Thursday, February 05, 2009

Cross-Talk: Building Confidence as a Trader

John Forman has an excellent post on his site that outlines practical steps for building trading confidence. He clearly links the psychology of trading--the confidence needed to take risk and weather adversity--to the learning process, emphasizing how the emotional appraisal of one's performance is linked to the development of mastery. Too often, confidence is treated as if it is a simple matter of visualizing positive outcomes and sending oneself ego-enhancing messages. When trading is systematically learned, confidence is earned. No psycho-babble can substitute for the lived reality of making mistakes, correcting them, discovering strengths, and building them.

All that having been said, the average developing trader suffers more from an absence of humility than a lack of confidence. Truly confident rock climbers, for example, trust in their skills, but also respect the mountain and the elements, never taking safety for granted. Similarly, a crack fighter pilot needs confidence to take to the skies, but also needs to never underestimate the enemy. Confidence becomes overconfidence when it is not tempered with humility. There is always uncertainty in markets; confidence allows the trader to put on a position in the face of uncertainty, and humility enables the trader to size the position to weather unexpected adverse outcomes.
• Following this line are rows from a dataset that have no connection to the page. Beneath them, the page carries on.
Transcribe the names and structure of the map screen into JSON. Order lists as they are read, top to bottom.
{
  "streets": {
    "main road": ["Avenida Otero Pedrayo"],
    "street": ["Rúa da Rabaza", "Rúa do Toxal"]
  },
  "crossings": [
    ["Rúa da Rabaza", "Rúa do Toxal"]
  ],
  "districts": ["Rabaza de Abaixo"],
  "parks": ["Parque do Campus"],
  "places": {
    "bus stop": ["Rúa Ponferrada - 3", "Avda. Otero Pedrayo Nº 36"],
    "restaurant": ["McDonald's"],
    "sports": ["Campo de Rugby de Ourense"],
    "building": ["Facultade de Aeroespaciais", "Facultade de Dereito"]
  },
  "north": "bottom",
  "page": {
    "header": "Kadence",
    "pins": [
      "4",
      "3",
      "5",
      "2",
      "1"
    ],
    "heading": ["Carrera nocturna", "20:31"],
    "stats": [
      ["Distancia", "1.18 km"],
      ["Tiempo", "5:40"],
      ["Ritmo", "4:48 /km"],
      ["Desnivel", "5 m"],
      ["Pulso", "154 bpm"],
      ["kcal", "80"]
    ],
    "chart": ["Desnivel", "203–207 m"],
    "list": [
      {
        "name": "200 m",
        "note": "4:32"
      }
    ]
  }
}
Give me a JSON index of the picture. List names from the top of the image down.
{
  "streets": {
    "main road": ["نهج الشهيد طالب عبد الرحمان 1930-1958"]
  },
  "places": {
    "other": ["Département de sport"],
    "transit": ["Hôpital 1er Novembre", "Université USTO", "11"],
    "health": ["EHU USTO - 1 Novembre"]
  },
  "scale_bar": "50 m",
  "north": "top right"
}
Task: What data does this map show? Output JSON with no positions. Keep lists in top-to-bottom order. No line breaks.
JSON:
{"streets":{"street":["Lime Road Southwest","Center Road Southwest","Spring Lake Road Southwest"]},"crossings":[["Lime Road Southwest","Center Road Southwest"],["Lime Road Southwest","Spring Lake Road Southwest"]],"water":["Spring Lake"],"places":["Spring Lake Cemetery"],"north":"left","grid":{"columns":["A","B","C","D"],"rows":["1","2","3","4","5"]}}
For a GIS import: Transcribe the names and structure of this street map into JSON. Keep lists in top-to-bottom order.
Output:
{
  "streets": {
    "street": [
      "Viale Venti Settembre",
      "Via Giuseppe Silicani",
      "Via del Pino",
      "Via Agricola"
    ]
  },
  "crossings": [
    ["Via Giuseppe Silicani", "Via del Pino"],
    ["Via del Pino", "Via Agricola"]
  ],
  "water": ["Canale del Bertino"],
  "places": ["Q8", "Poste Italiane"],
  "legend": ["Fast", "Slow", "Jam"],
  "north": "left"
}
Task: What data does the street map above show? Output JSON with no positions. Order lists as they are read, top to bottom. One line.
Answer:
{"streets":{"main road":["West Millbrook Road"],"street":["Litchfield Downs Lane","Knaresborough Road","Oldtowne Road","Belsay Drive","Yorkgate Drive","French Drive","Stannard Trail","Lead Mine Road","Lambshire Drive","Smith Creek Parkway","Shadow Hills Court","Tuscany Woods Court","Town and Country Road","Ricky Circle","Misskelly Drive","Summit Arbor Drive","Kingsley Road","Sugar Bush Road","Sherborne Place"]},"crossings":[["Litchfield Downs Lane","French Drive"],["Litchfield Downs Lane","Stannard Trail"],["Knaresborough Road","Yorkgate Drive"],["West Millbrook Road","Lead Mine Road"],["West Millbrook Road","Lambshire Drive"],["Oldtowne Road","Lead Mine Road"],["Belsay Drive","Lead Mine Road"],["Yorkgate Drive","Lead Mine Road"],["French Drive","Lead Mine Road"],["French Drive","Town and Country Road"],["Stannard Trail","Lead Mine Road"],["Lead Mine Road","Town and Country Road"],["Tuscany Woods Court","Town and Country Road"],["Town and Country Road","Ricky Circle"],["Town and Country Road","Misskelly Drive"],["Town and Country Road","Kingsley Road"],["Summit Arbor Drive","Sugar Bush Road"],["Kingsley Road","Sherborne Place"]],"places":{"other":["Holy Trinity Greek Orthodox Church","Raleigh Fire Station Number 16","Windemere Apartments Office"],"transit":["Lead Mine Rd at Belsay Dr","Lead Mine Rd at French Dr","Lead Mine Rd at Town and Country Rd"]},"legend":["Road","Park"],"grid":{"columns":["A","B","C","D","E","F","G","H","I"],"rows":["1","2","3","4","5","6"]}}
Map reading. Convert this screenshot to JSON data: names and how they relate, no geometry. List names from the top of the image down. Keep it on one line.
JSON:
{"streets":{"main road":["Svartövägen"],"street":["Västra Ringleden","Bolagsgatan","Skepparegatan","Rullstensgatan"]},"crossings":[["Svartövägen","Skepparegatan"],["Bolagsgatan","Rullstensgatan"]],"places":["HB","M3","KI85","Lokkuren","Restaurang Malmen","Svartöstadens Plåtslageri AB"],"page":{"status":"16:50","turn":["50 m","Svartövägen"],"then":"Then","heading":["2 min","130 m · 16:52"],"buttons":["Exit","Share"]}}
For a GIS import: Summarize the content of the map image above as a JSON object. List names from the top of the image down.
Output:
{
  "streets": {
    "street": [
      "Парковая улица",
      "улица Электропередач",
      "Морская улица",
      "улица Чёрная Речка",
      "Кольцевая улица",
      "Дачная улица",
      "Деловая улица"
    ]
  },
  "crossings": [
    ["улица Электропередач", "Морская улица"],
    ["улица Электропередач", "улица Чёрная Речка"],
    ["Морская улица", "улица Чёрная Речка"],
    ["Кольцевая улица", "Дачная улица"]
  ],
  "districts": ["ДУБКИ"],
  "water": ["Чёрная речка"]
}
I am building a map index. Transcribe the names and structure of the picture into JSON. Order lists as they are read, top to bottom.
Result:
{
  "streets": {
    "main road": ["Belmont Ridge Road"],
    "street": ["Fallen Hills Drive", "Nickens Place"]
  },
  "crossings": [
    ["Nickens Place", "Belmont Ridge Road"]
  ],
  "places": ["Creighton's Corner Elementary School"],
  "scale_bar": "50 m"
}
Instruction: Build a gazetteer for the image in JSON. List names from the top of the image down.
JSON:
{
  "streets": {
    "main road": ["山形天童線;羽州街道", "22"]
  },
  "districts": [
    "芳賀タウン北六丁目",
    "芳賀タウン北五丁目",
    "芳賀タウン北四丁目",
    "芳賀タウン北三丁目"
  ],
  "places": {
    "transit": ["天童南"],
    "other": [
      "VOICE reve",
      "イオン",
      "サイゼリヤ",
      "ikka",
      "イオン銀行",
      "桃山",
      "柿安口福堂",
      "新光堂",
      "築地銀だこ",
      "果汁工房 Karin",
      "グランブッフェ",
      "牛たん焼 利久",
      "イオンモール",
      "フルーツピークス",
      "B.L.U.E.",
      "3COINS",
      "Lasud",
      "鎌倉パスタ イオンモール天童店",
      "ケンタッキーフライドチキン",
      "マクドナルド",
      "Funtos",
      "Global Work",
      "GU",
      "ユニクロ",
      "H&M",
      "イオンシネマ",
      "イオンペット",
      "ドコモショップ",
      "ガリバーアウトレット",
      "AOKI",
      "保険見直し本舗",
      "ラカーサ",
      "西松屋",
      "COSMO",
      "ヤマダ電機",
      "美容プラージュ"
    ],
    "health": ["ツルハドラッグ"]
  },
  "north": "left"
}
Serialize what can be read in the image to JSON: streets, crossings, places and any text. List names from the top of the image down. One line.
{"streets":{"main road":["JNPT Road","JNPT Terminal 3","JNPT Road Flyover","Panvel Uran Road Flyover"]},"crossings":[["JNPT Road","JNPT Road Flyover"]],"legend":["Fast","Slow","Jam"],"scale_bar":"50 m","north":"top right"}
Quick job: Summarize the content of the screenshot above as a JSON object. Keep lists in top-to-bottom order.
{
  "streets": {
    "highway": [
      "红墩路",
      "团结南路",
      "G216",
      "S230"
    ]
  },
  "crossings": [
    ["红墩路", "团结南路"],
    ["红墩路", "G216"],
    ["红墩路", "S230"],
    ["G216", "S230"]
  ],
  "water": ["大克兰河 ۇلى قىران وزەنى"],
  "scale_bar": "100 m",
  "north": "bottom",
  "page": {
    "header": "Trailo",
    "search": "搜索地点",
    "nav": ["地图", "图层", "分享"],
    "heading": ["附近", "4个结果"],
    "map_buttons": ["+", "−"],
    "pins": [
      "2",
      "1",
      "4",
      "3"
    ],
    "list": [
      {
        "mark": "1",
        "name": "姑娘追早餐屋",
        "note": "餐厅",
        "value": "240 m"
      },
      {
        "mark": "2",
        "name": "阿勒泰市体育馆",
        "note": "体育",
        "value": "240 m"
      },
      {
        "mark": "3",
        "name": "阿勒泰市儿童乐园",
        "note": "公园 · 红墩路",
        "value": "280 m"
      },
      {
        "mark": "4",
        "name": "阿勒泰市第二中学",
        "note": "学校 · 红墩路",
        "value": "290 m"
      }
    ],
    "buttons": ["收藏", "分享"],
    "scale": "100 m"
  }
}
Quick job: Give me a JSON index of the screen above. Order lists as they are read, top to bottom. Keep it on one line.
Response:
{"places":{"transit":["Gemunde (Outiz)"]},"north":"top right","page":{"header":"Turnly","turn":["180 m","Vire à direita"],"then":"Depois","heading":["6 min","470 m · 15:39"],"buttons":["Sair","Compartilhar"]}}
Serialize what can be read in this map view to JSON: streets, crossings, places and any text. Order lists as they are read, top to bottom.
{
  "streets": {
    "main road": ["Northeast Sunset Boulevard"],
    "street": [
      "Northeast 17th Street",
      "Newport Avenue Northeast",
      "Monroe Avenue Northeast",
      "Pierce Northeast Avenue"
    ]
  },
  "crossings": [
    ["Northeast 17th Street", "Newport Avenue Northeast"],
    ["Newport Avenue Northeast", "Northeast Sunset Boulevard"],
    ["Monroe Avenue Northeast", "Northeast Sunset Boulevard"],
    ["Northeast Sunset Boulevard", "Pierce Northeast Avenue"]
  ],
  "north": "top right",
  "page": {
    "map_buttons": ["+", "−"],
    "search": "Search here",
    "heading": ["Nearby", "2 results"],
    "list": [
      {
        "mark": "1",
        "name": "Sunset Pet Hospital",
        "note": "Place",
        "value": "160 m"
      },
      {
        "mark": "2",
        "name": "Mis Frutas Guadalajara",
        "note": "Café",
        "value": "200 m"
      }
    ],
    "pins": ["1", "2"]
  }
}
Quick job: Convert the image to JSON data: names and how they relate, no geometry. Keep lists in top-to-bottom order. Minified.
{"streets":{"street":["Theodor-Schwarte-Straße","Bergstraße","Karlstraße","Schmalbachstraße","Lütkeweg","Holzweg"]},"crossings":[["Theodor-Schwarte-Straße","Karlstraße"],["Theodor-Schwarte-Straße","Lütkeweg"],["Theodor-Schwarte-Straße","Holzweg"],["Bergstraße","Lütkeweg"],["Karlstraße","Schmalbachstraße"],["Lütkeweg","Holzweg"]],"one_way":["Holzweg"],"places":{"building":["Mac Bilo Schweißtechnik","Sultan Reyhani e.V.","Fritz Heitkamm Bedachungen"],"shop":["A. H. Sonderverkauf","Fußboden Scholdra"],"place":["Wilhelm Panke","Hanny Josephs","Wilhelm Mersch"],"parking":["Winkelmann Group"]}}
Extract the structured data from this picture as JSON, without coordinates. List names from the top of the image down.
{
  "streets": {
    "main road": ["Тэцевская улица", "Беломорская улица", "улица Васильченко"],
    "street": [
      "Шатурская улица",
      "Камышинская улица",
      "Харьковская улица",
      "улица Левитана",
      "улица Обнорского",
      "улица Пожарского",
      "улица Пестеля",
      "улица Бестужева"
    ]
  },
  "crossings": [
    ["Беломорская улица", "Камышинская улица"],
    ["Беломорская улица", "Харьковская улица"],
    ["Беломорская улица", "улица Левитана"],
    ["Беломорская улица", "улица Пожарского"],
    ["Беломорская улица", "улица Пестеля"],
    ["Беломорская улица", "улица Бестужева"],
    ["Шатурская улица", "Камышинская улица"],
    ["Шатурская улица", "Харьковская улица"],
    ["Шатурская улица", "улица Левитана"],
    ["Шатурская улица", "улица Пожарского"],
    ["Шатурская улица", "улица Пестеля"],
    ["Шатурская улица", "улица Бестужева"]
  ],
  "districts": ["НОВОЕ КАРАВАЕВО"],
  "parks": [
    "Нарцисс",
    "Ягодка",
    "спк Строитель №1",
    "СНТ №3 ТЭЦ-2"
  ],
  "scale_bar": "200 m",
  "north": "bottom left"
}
Beginning traders are taught to establish, for each position, a profit target and a stop loss exit. The profit target is the expression of confidence; it is the anticipated reward for being correct in one's judgment. The stop loss expresses humility; it is the pre-preparation for being wrong. Humility without confidence breeds anxiety: we cut winning trades before they hit targets, exit trades before they hit stops, and undersize trades. Confidence without humility is what the Greeks called hubris: the pride before many a fall. It is expressed in the refusal to anticipate and take losses, as well as the oversizing of positions.

Much of the psychological challenge of trading is finding the proper integration of confidence and humility. When dollar signs dance across the screen and enter your head, it is easy to veer from overconfidence to underconfidence. To anticipate gain with boldness and purpose, but be prepared for loss with prudence and learning: that is a skill as useful in life as in markets.